There are specific areas where the nanoparticles administration may have an advantage over microparticles based on drug delivery system. One area that has been of great interest is the use of the biodegradable polymer nanoparticles as PLGA or some modification on its surface for delivery of anti-cancer agents and other therapeutic agents. The understanding of the degradation phenomenon of PLGA is important as it determines the rate and mechanism of release of the therapeutic agent. The acidic (lactic acid and glycolic acid) monomers and oligomers thus formed further catalyze the degradation of the parent polymer, a process known as autocatalys. There has been found that PLGA formulation is able to produce a significant efficacy, measured as a reduction of tumor volume and an activation of apoptosis a nivel in vivo [1]. Therefore, the dose and the exposure time are two essential parameters for cisplatin to induce effective apoptosis. All these together seem to support the use of sustained-release formulations to increase the efficacy of this agent while decreasing the adverse effects [2].
The PLGA-mPEG nanoparticles loaded with cisplatin exhibited anticancer activity on cells comparable to that of free cisplatin. This indicates that cisplatin remains active after entrapment in the nanoparticles, providing the nanoparticles will result in a more selective delivery of cisplatin to tumors in vivo due to the Enhanced Permeability and Retention effect with cisplatin used in mice, resulting in prolonged cisplatin residence in systemic circulation and reducing toxic effect of the intravenous administration [3]. Multidrug resistance (MDR), whereby cancer cells become resistant to the cytotoxic effects of various structural and mechanical unrelated chemotherapeutic agents, this is a major problem in the clinical treatment of cancer. PLGA nanoparticles were loaded with viniscristina and verapamil improved the uptake in cells MCF-7 resistant to this medicament [4]. There has been found using both in vitro and in vivo evaluations that the ability of nanoparticles grafted with peptide to target the tumor endothelium improved the anti- tumoral efficacy of placitaxel [5].
The application of nanoparticles from a biodegradable polymer such as PLGA, improves solubility, the retention time and efficiency in drug delivery for therapeutic purposes.

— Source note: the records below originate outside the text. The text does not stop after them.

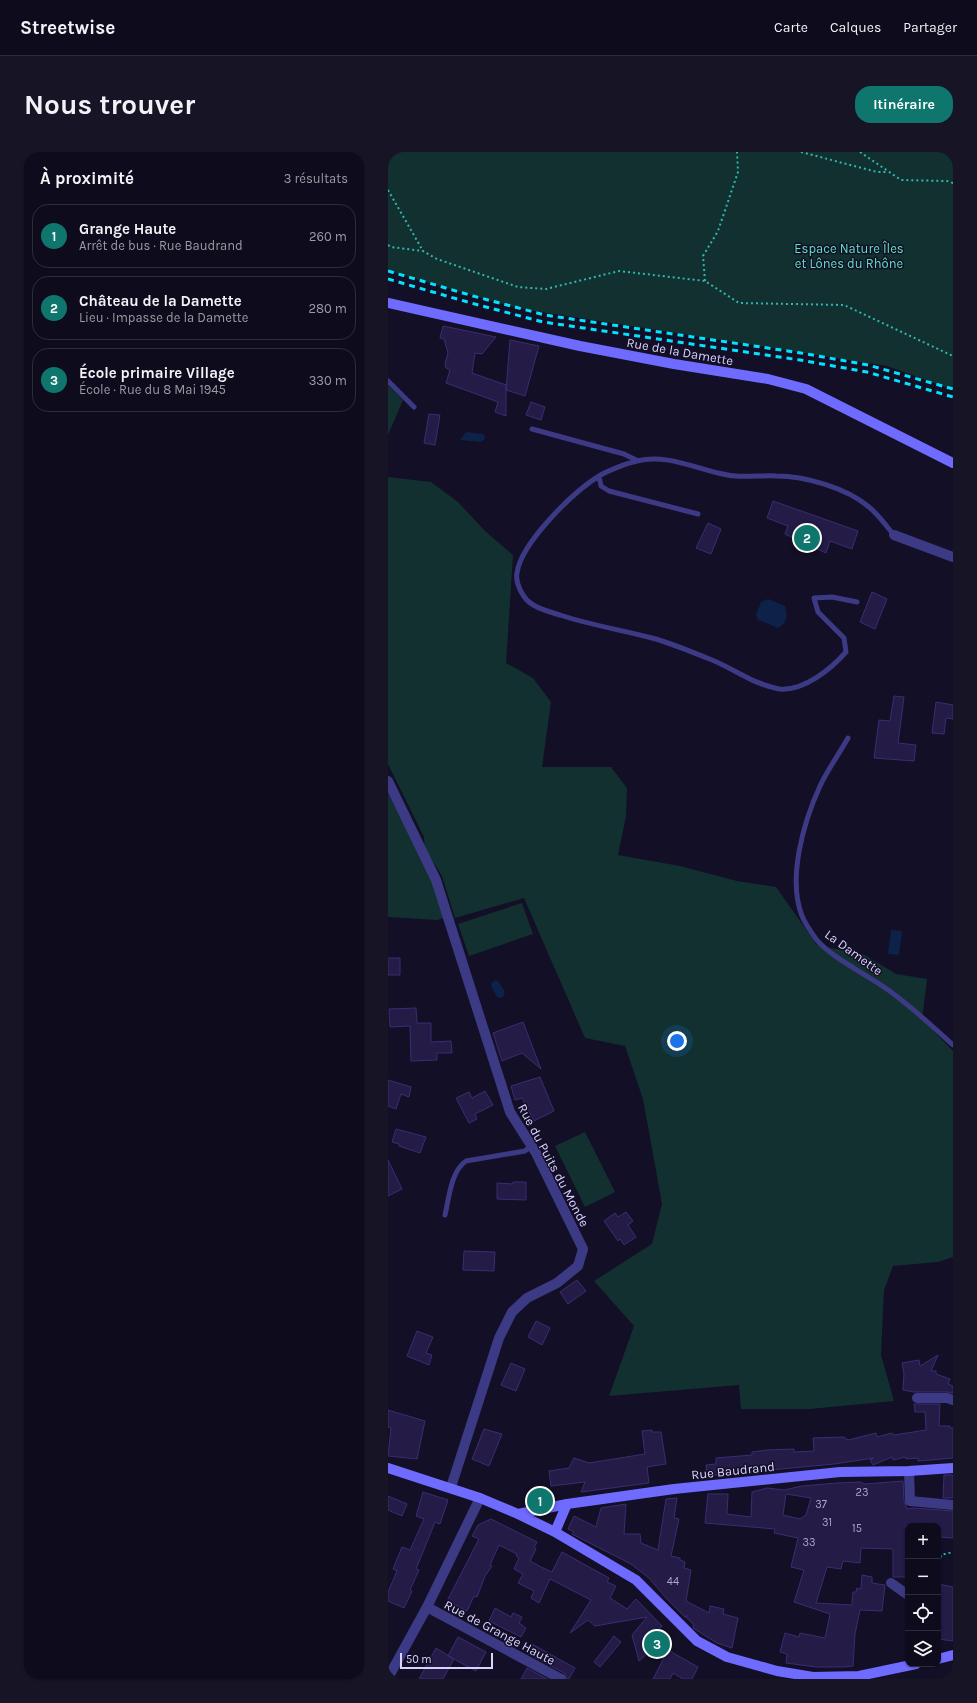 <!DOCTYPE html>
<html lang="fr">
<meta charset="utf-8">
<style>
:root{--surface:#0e0b1c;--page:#171425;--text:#f1f3f6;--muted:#9b9ba3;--line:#2e2b3b;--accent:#0f766e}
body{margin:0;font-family:Karla,sans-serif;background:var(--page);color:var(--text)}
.controls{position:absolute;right:12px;bottom:12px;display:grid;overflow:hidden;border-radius:8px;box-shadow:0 1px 3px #0004}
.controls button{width:36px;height:36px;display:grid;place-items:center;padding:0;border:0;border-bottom:1px solid var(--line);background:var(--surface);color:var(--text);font:20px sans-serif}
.scale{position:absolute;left:12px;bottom:10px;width:93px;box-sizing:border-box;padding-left:4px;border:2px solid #d9d4ff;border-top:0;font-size:11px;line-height:14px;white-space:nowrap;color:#d9d4ff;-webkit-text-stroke:3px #130f26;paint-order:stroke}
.you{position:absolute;left:289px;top:889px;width:14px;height:14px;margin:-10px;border:3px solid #fff;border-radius:50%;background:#1a73e8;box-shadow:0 0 0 6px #1a73e833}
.badge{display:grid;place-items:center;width:26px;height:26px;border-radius:50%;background:var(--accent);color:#fff;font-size:13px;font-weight:700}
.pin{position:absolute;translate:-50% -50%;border:2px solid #fff;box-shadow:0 1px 4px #0006}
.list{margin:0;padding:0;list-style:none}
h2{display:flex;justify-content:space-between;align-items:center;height:52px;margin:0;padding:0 16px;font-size:17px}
h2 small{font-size:13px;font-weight:400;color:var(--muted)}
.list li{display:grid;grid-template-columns:26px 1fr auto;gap:12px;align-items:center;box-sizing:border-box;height:64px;margin:0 8px 8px;padding:0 8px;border:1px solid var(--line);border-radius:16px}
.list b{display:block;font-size:15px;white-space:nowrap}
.list p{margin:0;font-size:13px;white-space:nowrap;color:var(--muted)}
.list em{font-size:13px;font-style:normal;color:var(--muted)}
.icon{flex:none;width:22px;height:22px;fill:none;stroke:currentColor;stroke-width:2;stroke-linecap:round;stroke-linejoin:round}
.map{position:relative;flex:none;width:565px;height:1527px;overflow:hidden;border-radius:16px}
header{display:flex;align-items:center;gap:24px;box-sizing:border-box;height:56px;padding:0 20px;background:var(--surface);border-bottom:1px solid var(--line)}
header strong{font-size:19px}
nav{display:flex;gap:22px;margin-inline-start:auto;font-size:14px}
.intro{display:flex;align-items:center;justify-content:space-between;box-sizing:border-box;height:96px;padding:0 24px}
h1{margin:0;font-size:28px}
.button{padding:10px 18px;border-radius:16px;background:var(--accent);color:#fff;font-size:14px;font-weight:700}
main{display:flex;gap:24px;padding:0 24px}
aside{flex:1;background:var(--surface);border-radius:16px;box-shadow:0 1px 3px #0004}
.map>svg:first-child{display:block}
.green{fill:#12302f}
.water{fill:#0c2248}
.building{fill:#241b47;stroke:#3b2d73;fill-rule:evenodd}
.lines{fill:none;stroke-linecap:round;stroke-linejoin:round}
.path{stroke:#2fb8b0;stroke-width:2;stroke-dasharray:2 3;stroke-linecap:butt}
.lane{stroke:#3d3a85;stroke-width:5}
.street{stroke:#3d3a85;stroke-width:10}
.secondary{stroke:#6f6bff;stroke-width:10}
.rail{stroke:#00e5ff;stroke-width:3;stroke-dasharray:6 5;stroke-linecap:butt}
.labels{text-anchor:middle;stroke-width:3;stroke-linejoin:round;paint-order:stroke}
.number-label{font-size:11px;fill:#aca6d1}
.park-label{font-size:13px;fill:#5fe0c0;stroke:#130f26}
.street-label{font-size:13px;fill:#d9d4ff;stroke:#130f26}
</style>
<header>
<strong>Streetwise</strong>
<nav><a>Carte</a><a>Calques</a><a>Partager</a></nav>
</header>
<div class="intro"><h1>Nous trouver</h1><a class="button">Itinéraire</a></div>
<main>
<aside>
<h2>À proximité<small>3 résultats</small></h2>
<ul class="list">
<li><span class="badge">1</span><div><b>Grange Haute</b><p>Arrêt de bus · Rue Baudrand</p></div><em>260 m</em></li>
<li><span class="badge">2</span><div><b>Château de la Damette</b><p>Lieu · Impasse de la Damette</p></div><em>280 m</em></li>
<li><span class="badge">3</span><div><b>École primaire Village</b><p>École · Rue du 8 Mai 1945</p></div><em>330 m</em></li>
</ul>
</aside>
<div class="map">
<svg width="565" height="1527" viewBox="0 0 565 1527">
<rect width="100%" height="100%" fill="#130f26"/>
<path class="green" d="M0,0h565v238l-66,-24 -371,-58 -128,-37z
M0,233l15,15 -15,35z
M0,325l43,5 27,20 27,29 28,24 -7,108 27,15 18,24 -9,65h69l16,21 -1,28 -8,39 62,11 57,15 39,6 41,58 48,10 31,19 31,5 -5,40 31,32v206l-15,5 -45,4 -9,24 -3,65 13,46 -84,8h-69l-2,-24 -130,11 25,-70 -40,-45 58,-37 10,-40 -19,-105 -18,-53 -40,-8 -61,-140 -69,20 -13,-42 -17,-27 -1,-12 -36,-73z
M0,641l45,88 11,37 -7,2 -49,-3z
M134,751l11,31 -64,22 -11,-32z
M197,980l30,60 -30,15 -30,-61z"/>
<path class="water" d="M78,280l17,2 2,2 -1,4 -4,2 -20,-2z
M380,447l17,7c3,10 2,17 -7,22l-20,-8 -2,-6 5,-12z
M503,778l11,1 -3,24 -11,-1z
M108,828l3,2 6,10 -2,5 -3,1 -3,-1 -6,-11 1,-4z"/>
<path class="building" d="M55,174l53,11 -14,17 -7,-1 -3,20 34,12v31l-11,-4 3,-10 -52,-19 4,-13 -4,-2 -1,-5 3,-10 -4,-14 -4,-1z
M122,188l29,6 -14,50 -19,-6z
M143,250l14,5 -4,13 -15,-5z
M41,262l11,1 -5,30 -11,-2z
M385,349l85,30 -6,18 -22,-8 -4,12 -15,-7 -2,5 -12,-5 2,-5 -14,-7 3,-8 -21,-8z
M320,371l13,6 -10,25 -15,-6z
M484,440l15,7 -12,30 -15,-7z
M506,544l10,1 -6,46 18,2 -2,16 -40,-3 5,-38 11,1z
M548,550l17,3v14l-7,-1 -2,16 -12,-1z
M0,806h12v17h-12z
M28,856l1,15h14v19l20,-1 1,12h-15v7l-26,1 -1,-35 -20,1 -1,-18z
M135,870l18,47 -19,-16 -20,8 -9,-28z
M152,925l14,34 -20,10 -12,-23 -7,2 -4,-14z
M0,928l23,7 -2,10 -8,-3 -5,15 -8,-3z
M97,939l8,14 -18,9 2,5 -8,4 -13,-25 13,-6 3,6z
M8,977l30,8 -6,16 -21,-7v-2l-7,-2z
M0,1008l14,29 -14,7z
M125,1030h13v18l-29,-1v-16l16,1z
M238,1060l7,9 -5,4 8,12 -12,8 -4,-6 -2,2 -14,-20 11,-8 3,4z
M76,1099l31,1 -1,19 -31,-1z
M189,1128l9,11 -18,13 -8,-12z
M148,1169l14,7 -8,17 -14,-8z
M29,1179l16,6 -7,16 6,2 -3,10 -22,-9z
M550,1203l-7,16h5v3l14,5 -2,5 5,2v7l-6,-1h-33l-11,-2 1,-16 -2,-11 17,-3 1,6z
M123,1211l14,6 -9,22 -15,-6z
M526,1252h26l-1,22h11v2h3v30l-35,3v-3l-12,1v-2l-13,3 -1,-3 -19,8 -3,-5 4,-2 -40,6 -127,12 -1,-11 10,-1v-6l36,-3v-3l15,-2 27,-1v3l20,-1 -1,-13 31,-1 4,3 28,-7 1,4 15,-4 2,2 32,-5 -1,-18h-10z
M0,1258l37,11 -8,38 -29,-3 3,-28 -3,-1z
M96,1277l18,5 -13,32 -17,-7z
M264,1278v2h9l5,32 -19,3 2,16 -68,9 4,-10 -34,4 -2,-15 20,-3 5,-10 15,5 56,-9 -3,-23z
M556,1323h9v23h-10z
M515,1329l1,20 3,8 6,-1 40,3v27l-15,-1v-11h-32l1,51h-14v-28l-32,-1 -1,15 -17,-2 -2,8 -14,-2 -11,36 36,2 1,-13h3l1,-4 4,1 1,-14 10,2v6l13,2 -3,26 -22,-1 -5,24 -2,32 -9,1h-28l-30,-4 1,-9 -7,-2 5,-19 14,4 1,-4 25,5 5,-24 -36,-12 10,-32 -13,-3 7,-29 -24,-5 1,-4 -70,-6 3,-29h20l-1,20 24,3 1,-25 15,-4 17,2 18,-4 35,-3 23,-1 5,2zM398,1342l25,4 -5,17 -6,4 -17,-4z
M35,1340l25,8 -8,24 -5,-2 -10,25 -9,22 3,1 -9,20 2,1 -8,17 -16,-7v-9l9,-21 -4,-2 9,-22 8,3 14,-31 -8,-3z
M0,1344l19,8 -5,12 -14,-6z
M289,1346l-3,20 5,1 -8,37 9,2v2l5,2 -1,6 7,2 -5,31 23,12 1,-7 14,3 -1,5 15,4 -6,30 -15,-5 -24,-15 1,-3 -8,-8 1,-2 -2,2 -18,-18 -18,-21 -18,-14 -59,-30 2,-2 -6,-3 6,-13 22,11 5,-19 25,-4 -2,30h16l1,9 17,7 8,-51z
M103,1367l46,23 -3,6 2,1 -6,12 13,7 9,4 10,-20 47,26 -2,4 9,4 -6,12 17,11 9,-10 26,27 -8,9 6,7 -21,19 -7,-26 15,-18 -52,9 -7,-6 -18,13 21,-33 -41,-21 -11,24 -8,-5 3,-7 -16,-8 5,-9 -9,-5 5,-11 -3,-2 1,-2 -18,-9 -9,20 2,1 -7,10 -8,21 -3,-1 -7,15 -20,-10 32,-62 -7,-3 6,-11z
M550,1432l15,3v54l-15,-2z
M107,1456l16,9 2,-4 9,4 -3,6 7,5 -5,9 -32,-16z
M226,1484l7,6 -21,25 -6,-5z
M70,1485l28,15 -10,19 -28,-15z
M144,1492l43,24 -6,11h-2l-3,-6 -37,-20z
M48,1496l18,11 -11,20h-24z
M280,1498l30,17 -6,12h-9l-10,-6 -3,6h-17z
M139,1516l20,11h-26z"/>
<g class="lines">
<path class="path" d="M413,0l76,20h11
M472,0l41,28 46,1 6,2
M0,38l35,61
M0,93l3,2 32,4 14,8 81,28 28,2 73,-18 86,10 34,22 105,2 109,51
M317,129l-2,-25 15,-25 20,-59 -1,-20
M550,1420l3,-17 12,-3"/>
<path class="lane" d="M0,229l26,26
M144,277l92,25 14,7
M211,324l2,10 8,5 89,23
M469,450l-25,-5 -18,1 4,14 26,26 2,14c-15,17 -42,39 -66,37 -8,-1 -25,-7 -32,-11 -14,-7 -27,-15 -41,-20 -18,-7 -36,-15 -55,-20 -30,-8 -62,-13 -92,-23 -10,-3 -23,-6 -31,-13 -7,-6 -14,-20 -12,-29 4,-30 56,-81 82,-97 8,-5 28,-13 38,-15 28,-7 55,6 81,12 23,6 37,2 58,3 29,0 71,12 93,31 10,8 17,19 25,28
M460,586c-9,16 -20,31 -28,48 -16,35 -33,92 -18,130 3,7 9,16 14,23 14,18 55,38 75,53 22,16 42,35 62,53
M57,1063c4,-17 6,-44 21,-54l59,-10 6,-5"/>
<path class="street" d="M506,383l59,22
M0,629l48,99 74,232 26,41 47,96 -5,17 -21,17 -30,15 -15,14 -13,26 -48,149
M529,1246h30l6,2
M521,1319l1,30 43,4
M503,1431l17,12
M39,1455l134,72
M0,1526l39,-71 53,-109"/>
<path class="secondary" d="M0,151l192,43 94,18 94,15 38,10 147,74
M0,1316l92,30 38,16 37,18 81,48 61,61 30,16 50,14 36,6 46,-1 57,-12
M130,1362l49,-10 107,-15 166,-17 69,-1 44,-3
M167,1380l12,-28
M550,1507l15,-4"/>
<path class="rail" d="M0,119l85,25 72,19 256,38 67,12 85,24
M0,127l83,24 72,19 257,38 67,12 86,25"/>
</g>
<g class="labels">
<g class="number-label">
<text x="474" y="1344">23</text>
<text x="433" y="1356">37</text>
<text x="439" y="1374">31</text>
<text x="469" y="1380">15</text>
<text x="421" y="1394">33</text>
<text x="285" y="1433">44</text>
</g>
<g class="park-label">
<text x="461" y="101">Espace Nature Îles<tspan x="461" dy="15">et Lônes du Rhône</tspan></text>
</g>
<g class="street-label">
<text transform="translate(292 199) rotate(10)" y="5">Rue de la Damette</text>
<text transform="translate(466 800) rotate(36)" y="5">La Damette</text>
<text transform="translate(166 1013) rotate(62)" y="5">Rue du Puits du Monde</text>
<text transform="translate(345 1318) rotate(-6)" y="5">Rue Baudrand</text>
<text transform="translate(112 1480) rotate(28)" y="5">Rue de Grange Haute</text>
</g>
</g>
</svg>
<div class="controls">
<button>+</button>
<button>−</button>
<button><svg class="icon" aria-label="locate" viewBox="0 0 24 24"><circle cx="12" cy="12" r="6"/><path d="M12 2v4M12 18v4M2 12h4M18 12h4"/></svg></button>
<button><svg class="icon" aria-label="layers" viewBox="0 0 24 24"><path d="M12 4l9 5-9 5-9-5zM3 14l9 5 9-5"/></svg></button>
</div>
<div class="scale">50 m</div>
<div class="you"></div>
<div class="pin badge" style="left:152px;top:1349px">1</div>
<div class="pin badge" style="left:419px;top:386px">2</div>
<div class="pin badge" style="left:269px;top:1492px">3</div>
</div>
</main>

This can reduce the toxicity and therefore the side effects thereof. These particles are widely used for the internalization of drugs for cancer treatment.
[1] D. Moreno, S. Zalba, I. Navarro, C. Tros de Ilarduya, y M.J. Garrido, Pharmacodynamics of cisplatin-loaded PLGA nanoparticles administered to tumor-bearing mice, European Journal of Pharmaceutics and Biopharmaceutics 74 ( 2010) 265-274.
[2] D. Moreno, C.T. de Ilarduya, E. Bandrés, M. Buñuales, M. Azcona, J. García-Foncillas, y M.J. Garrido, Characterization of cisplatin cytotoxicity delivered from PLGA-systems European Journal of Pharmaceutics and Biopharmaceutics 68 (2008) 503-512.
[3] E.C. Gryparis, M. Hatziapostolou, E. Papadimitriou, y K. Avgoustakis, Anticancer activity of cisplatin-loaded PLGA-mPEG nanoparticles on LNCaP prostate cancer cells, European Journal of Pharmaceutics and Biopharmaceutics, 67 (2007) 1-8.
[4] X.R. Song, Z. Cai, Y. Zheng, G. He, F.Y. Cui, D.Q. Gong, S.X. Hou, S.J. Xiong, X.J. Lei, y Y.Q. Wei, Reversion of multidrug resistance by co-encapsulation of vincristine and verapamil in PLGA nanoparticles, European Journal of Pharmaceutical Sciences, 37 (2009 )300-305.
[5] F. Danhier, B. Vroman, N. Lecouturier, N. Crokart, V. Pourcelle, H. Freichels, C. Jérôme, J. Marchand-Brynaert, O. Feron, y V. Préat, Targeting of tumor endothelium by RGD-grafted PLGA-nanoparticles loaded with Paclitaxel, Journal of Controlled Release 140 (2009) 166-173.